WORK TO COMPLETE: Quote the lines from the line holding "min</h1><p>120 m ·" to the very end of the listing, exactly, and no others.

RECORDS FOR THE TASK:
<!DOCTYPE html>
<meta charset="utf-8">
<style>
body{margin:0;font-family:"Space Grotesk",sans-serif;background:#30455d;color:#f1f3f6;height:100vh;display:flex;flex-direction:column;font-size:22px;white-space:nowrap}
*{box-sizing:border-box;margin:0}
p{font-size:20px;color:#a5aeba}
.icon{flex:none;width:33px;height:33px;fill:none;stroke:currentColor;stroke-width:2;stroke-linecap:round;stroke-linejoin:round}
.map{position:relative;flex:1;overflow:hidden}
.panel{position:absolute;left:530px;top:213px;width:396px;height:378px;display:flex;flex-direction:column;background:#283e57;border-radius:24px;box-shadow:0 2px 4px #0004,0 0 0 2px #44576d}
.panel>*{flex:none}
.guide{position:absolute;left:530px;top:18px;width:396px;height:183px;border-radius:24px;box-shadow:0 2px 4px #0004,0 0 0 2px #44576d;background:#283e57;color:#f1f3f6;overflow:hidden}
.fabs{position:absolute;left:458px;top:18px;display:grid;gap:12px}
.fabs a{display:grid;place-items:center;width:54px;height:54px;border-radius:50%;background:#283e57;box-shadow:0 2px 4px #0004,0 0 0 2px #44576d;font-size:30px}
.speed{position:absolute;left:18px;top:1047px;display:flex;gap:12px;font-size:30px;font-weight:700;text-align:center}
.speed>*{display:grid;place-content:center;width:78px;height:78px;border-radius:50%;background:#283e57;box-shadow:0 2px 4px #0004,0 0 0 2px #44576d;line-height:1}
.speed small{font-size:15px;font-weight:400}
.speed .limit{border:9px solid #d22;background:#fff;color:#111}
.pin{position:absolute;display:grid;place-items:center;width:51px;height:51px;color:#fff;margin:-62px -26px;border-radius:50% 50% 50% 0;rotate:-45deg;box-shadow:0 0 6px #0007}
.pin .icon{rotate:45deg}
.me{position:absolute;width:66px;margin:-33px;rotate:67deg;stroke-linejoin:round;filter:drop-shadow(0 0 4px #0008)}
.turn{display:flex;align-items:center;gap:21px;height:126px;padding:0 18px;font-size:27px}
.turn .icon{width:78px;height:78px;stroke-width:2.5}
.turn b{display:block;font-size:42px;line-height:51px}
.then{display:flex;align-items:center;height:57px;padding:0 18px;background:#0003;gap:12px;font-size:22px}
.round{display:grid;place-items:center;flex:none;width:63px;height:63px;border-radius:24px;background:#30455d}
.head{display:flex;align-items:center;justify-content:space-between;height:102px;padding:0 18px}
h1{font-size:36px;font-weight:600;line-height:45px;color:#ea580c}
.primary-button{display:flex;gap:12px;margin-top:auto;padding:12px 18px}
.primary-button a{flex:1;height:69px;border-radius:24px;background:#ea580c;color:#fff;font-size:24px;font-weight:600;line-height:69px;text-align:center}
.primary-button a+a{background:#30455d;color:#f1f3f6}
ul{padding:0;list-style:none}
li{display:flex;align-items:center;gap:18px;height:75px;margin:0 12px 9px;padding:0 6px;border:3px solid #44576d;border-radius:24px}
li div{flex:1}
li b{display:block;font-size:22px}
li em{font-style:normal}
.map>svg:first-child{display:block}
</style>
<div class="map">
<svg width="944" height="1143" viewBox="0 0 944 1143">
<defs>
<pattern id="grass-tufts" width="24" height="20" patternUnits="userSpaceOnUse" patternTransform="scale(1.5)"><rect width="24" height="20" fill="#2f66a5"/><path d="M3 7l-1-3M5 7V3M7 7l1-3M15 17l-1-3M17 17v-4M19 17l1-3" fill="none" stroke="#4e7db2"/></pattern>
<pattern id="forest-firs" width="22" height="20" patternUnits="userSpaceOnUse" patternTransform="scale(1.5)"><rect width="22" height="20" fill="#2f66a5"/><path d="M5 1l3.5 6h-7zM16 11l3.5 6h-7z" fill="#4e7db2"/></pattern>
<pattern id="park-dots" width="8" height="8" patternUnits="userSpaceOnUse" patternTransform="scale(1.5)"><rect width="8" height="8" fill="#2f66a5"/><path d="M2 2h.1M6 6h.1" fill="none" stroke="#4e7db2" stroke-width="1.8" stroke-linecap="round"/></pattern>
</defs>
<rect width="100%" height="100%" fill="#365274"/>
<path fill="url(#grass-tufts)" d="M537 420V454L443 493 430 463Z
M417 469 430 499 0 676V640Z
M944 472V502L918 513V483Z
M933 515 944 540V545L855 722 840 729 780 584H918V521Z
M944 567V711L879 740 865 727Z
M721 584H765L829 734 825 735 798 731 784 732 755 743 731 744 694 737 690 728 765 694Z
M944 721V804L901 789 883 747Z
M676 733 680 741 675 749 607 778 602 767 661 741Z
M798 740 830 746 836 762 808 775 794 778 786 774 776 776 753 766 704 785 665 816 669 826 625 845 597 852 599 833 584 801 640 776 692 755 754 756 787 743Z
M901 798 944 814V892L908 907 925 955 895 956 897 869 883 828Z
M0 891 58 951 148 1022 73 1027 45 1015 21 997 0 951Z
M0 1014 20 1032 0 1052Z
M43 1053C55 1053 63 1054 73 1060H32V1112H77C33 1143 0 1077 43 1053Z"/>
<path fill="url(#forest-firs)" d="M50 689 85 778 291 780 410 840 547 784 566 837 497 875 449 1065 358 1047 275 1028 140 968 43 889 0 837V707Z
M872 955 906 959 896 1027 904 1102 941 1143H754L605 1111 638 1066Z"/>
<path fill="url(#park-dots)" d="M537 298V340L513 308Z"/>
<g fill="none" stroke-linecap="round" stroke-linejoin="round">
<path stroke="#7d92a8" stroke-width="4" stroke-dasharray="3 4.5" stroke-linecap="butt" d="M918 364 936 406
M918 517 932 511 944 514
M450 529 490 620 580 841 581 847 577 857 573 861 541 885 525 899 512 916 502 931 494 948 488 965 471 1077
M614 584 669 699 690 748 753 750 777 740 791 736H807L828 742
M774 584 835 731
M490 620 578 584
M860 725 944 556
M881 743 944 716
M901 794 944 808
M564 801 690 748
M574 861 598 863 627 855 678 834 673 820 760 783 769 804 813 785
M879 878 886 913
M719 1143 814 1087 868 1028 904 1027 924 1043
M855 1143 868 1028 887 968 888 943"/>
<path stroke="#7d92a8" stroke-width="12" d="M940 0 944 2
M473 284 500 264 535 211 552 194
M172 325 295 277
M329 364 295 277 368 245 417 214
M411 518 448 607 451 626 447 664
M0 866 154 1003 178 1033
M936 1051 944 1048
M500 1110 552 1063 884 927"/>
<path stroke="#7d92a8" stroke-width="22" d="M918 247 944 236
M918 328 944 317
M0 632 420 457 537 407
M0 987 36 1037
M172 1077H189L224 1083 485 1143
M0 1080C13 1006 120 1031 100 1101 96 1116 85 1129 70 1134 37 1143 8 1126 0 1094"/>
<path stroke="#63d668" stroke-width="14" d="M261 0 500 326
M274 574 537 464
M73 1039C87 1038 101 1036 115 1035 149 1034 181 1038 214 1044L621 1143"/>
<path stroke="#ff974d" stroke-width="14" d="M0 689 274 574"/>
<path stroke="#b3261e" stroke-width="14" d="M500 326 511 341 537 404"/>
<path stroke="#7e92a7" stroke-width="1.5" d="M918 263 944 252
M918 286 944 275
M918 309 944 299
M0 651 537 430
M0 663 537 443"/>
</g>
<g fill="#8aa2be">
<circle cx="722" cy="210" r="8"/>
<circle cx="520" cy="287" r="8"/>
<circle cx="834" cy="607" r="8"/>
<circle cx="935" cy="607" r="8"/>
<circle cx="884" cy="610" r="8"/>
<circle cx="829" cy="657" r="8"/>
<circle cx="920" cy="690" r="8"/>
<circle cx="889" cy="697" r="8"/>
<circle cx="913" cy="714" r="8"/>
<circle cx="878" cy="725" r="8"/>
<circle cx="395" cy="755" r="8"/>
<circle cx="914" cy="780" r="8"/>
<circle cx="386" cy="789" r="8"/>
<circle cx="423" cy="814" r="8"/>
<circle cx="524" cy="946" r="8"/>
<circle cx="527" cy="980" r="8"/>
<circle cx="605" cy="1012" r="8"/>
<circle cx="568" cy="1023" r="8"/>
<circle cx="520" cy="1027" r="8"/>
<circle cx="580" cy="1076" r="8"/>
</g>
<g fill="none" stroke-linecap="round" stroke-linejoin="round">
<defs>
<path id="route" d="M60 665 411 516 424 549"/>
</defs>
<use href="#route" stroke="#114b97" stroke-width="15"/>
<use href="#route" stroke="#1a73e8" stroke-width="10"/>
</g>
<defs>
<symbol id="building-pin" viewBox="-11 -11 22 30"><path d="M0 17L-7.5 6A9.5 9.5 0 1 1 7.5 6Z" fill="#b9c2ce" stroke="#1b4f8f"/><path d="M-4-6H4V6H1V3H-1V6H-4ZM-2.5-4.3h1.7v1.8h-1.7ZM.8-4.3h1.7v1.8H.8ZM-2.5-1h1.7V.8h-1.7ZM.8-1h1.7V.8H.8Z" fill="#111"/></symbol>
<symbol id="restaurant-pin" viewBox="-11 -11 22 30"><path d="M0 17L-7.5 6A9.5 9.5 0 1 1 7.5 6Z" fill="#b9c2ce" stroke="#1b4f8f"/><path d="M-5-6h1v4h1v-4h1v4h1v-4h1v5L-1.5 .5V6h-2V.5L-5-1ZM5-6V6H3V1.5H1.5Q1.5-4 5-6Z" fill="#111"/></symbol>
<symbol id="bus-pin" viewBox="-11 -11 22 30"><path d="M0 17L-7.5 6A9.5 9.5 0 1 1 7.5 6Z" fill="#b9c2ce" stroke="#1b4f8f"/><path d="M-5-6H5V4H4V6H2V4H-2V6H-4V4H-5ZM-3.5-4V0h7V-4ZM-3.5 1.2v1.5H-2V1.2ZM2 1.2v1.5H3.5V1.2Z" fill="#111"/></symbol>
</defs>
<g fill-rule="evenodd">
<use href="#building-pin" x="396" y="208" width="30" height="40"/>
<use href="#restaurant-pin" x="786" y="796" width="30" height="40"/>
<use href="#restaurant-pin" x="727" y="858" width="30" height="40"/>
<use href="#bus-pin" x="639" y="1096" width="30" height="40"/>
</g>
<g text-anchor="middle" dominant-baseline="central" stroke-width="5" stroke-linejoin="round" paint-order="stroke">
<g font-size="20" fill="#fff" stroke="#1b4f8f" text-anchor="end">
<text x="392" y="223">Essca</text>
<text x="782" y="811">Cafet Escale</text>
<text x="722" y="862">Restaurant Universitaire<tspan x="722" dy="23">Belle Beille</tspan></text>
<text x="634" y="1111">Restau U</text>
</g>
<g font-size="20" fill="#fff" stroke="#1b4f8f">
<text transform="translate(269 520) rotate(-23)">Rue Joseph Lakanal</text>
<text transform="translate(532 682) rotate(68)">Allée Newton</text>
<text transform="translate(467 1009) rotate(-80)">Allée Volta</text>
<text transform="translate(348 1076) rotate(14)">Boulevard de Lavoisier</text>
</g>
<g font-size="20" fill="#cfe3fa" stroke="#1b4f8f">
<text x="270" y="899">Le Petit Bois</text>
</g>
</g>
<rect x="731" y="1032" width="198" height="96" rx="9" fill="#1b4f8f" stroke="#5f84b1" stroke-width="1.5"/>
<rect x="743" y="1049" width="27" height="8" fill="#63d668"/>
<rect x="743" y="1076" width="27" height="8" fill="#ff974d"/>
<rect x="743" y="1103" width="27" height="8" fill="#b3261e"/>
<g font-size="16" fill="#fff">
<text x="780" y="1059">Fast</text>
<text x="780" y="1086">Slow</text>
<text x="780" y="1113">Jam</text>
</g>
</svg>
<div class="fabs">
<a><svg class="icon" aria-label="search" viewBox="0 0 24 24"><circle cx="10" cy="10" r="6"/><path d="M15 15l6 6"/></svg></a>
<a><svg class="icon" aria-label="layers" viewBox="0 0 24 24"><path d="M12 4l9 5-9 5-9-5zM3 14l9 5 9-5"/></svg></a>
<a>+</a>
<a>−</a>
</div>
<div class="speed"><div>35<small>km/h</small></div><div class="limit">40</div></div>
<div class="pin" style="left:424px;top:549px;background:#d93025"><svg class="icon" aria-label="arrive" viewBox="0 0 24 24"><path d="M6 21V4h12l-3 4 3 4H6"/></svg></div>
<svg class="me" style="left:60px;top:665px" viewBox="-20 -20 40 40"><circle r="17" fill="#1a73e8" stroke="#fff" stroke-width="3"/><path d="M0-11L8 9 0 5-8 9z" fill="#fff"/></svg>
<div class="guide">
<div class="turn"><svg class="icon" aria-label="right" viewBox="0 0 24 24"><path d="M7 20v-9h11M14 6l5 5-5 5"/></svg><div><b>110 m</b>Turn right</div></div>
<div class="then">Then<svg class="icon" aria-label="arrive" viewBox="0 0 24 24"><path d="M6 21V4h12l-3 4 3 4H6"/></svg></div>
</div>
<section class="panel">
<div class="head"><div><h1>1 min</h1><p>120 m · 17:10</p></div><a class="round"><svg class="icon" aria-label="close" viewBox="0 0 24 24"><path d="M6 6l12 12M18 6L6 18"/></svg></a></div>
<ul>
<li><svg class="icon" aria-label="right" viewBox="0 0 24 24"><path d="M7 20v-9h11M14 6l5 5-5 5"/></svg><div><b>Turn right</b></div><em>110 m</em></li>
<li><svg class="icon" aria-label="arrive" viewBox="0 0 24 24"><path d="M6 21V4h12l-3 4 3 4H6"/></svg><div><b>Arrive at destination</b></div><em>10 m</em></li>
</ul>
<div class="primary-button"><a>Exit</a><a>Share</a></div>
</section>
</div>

OUTPUT FOR THIS TASK:
<div class="head"><div><h1>1 min</h1><p>120 m · 17:10</p></div><a class="round"><svg class="icon" aria-label="close" viewBox="0 0 24 24"><path d="M6 6l12 12M18 6L6 18"/></svg></a></div>
<ul>
<li><svg class="icon" aria-label="right" viewBox="0 0 24 24"><path d="M7 20v-9h11M14 6l5 5-5 5"/></svg><div><b>Turn right</b></div><em>110 m</em></li>
<li><svg class="icon" aria-label="arrive" viewBox="0 0 24 24"><path d="M6 21V4h12l-3 4 3 4H6"/></svg><div><b>Arrive at destination</b></div><em>10 m</em></li>
</ul>
<div class="primary-button"><a>Exit</a><a>Share</a></div>
</section>
</div>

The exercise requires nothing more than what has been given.